Je me levai –cette fois, de ma volonté propre- et allai m’agenouiller devant le Défenseur. Des profondeurs de son manteau il sortit un artefact d’apparence banale, mais qui vibrait de l’énergie des mondes. Une épée courte, dont le fourreau était en bois mal dégrossi. Mais lorsque le Défenseur la tira de son fourreau, il me fut révélé qu’elle avait la couleur de l’or, et la solidité de l’acier. On entendait les particules d’air se découper sous son fil.

« Cette épée s’appelle Aletheia. Par elle tu défendras la Dame et tu mettras fin à la vie de ses ennemis. Tu veilleras toujours pour l’avertir et la sauver. Tu seras son Défenseur, tout comme moi je suis le Défenseur de l’Empereur. Reçois ton présent, Hermas. »

Je tendis les bras et reçut mon épée. Puis, le Défenseur me fit faire un quart de tour –à moins que ce ne soit la pièce qui ait bougé ?- et je vis un mannequin porter une armure complète, qui n’était pas là avant. Comme pour l’épée, elle avait un aspect purement ordinaire, mais en mon esprit je sentais les vibrations de puissance de chacun de ces équipements.

« Prends aussi ton armure, Dikaia. Par elle, tu résisteras aux flèches venimeuses de nos adversaires. Et prends ton casque : Sozer, qui te donnera la clairvoyance nécessaire. Prends ta ceinture, Logos, sur laquelle tu accrocheras ton épée. Et enfile tes chaussures, qui protègeront tes pieds de la fatigue et te permettront de monter la garde même quand tu seras exténué. »

Je fis comme il dit, et c’est ainsi qu’Hermas l’esclave devint Hermas le défenseur. Le Défenseur parla ensuite à la dame, toujours avec sa voix de grandes eaux :

« Regarde-toi, ma fille. A quoi ressemble-tu ? »

« A une prostituée, une traîtresse. » dit la Dame, qui semblait toujours accablée.

« Regarde-toi à nouveau.

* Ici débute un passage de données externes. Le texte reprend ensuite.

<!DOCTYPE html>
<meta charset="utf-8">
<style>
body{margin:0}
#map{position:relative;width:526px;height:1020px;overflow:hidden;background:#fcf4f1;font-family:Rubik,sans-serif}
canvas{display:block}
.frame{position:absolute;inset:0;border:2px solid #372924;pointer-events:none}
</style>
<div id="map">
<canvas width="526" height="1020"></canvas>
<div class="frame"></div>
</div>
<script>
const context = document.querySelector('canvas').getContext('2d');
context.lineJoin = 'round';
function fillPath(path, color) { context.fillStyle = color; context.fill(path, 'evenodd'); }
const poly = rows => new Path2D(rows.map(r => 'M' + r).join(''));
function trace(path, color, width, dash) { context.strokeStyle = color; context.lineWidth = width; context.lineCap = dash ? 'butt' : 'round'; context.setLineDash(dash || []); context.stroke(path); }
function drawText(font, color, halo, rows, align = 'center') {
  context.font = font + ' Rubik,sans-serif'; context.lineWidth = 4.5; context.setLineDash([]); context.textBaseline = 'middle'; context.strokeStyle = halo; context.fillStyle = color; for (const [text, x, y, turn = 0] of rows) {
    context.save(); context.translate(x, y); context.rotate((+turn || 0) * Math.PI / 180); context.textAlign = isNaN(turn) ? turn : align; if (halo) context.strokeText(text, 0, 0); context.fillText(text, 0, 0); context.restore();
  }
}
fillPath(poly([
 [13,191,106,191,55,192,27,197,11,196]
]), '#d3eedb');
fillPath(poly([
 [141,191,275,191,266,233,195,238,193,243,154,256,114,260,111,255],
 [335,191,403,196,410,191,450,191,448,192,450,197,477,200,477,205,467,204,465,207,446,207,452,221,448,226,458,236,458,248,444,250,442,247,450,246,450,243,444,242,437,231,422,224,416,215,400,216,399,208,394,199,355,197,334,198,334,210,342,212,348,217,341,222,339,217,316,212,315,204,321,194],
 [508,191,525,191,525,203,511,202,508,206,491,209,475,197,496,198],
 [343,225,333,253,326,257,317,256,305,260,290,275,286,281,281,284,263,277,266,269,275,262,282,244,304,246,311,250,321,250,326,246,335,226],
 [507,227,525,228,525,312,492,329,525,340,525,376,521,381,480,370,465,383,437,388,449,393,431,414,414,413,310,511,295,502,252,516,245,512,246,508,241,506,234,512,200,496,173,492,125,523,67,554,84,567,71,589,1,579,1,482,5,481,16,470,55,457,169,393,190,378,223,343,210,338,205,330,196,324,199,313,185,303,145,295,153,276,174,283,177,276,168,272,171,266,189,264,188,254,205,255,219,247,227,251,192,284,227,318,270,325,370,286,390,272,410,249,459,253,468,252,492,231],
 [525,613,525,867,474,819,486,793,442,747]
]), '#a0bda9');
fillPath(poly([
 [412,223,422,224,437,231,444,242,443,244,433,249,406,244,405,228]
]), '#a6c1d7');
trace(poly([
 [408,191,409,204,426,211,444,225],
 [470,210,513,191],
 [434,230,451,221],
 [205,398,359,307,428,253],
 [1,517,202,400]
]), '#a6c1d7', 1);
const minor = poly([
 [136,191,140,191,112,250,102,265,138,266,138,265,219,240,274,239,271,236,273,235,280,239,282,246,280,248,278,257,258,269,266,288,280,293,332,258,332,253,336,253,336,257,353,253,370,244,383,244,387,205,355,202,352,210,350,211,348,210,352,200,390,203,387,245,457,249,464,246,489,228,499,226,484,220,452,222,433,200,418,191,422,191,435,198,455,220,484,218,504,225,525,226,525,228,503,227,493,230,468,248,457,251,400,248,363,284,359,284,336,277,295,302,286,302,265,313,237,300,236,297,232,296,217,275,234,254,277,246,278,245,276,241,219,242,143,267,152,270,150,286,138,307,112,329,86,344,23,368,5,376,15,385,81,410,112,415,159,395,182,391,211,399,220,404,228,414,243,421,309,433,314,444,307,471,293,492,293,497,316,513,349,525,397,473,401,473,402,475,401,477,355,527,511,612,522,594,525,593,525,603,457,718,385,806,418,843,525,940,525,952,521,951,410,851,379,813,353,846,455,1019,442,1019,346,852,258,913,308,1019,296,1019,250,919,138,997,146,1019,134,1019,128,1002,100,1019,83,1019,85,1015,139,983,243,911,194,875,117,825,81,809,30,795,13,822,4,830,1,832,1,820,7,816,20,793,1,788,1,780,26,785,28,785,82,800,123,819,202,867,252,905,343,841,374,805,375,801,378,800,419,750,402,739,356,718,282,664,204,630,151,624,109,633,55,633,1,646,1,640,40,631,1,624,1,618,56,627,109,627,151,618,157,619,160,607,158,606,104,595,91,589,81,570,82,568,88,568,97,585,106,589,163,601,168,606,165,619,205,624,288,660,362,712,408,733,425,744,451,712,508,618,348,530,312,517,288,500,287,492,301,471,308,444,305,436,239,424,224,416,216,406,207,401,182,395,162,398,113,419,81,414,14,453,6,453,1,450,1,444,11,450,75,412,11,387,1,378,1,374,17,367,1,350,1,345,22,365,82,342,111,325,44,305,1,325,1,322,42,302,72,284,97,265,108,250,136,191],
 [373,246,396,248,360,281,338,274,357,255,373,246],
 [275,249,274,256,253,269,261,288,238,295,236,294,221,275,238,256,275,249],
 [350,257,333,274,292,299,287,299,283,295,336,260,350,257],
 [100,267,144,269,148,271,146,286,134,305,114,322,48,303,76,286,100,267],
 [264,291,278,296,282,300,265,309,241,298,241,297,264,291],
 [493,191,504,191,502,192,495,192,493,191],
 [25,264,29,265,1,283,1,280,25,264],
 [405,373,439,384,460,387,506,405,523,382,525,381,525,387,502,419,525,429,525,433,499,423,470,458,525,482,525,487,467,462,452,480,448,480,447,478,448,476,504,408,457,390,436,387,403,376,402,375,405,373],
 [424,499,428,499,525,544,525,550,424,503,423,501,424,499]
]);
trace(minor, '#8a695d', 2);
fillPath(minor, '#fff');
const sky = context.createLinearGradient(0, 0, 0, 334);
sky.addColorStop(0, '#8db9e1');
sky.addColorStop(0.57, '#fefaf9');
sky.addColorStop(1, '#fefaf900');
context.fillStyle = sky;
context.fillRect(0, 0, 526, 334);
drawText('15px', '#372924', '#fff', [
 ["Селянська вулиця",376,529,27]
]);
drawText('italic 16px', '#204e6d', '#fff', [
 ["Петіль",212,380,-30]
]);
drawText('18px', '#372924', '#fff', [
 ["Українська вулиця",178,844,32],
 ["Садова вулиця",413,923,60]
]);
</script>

Moi, je vois la reine de cet univers, devant laquelle toute l’humanité vient s’agenouiller. »

« Je suis sale et nue. »

« Regarde toi dans moi. Tu verras. »

La Dame regarda droit dans le voile qui masquait le visage du Défenseur, et elle eut probablement une expérience semblable à la vision que j’avais eu moi auparavant. Pendant qu’elle regardait, elle fut enveloppée d’une lumière intense. Je vis confusément que ses anciens vêtements, autrefois somptueux et maintenant pourris, lui étaient enlevés, et ils furent remplacés par une robe de voyage blanche, avec de discrets motifs dorés. Son visage fut lui aussi transformés, débarrassé de ses excès de maquillage, mais aussi de ses tatouages. Ses cheveux retrouvèrent leur éclat, et elle sourit de nouveau.

« Maintenant, tu es pure. Prends donc ton serviteur avec toi, et accomplis ce pour quoi je t’ai tiré des geôles »

Et la porte s’ouvrit, laissant passer le gouverneur Démocrite et ses gardes. Je restais stupéfait un instant : de façon très brutale, le Défenseur, personnage pourtant massif, avait disparu, et le gouverneur était là. S’il n’y avait pas les débris de meuble en tout sens, j’aurais pu croire que nous avions eu un rêve, une hallucination ou une illusion. Mais ce n’était pas le cas : le poids de l’épée à mon côté me l’indiquait aussi.

« Ma Dame ? » dit le gouverneur « nous vous avons entendu, que s’est-t-il passé ? Pourquoi êtes-vous si différente ? Qui vous as laissé armer votre esclave ? »

« Celui que vous appelez esclave et mon garde du corps, et j’exige à présent de retourner à la halle aux lutteurs. »

« Madame, vous savez bien que.. »

« Je suis la reine de cette ville, j’exige de retourner à la halle aux lutteurs. »

« Non madame, je ne vous le permettrai pas »

« N’êtes-vous pas au service de l’empereur ? Partant de là, n’êtes vous pas à mon service ? »

« A en juger par ce que je vois, je pense qu’il n’est plus la peine de mentir. Dame, je vous arrête et vous condamne à mort. »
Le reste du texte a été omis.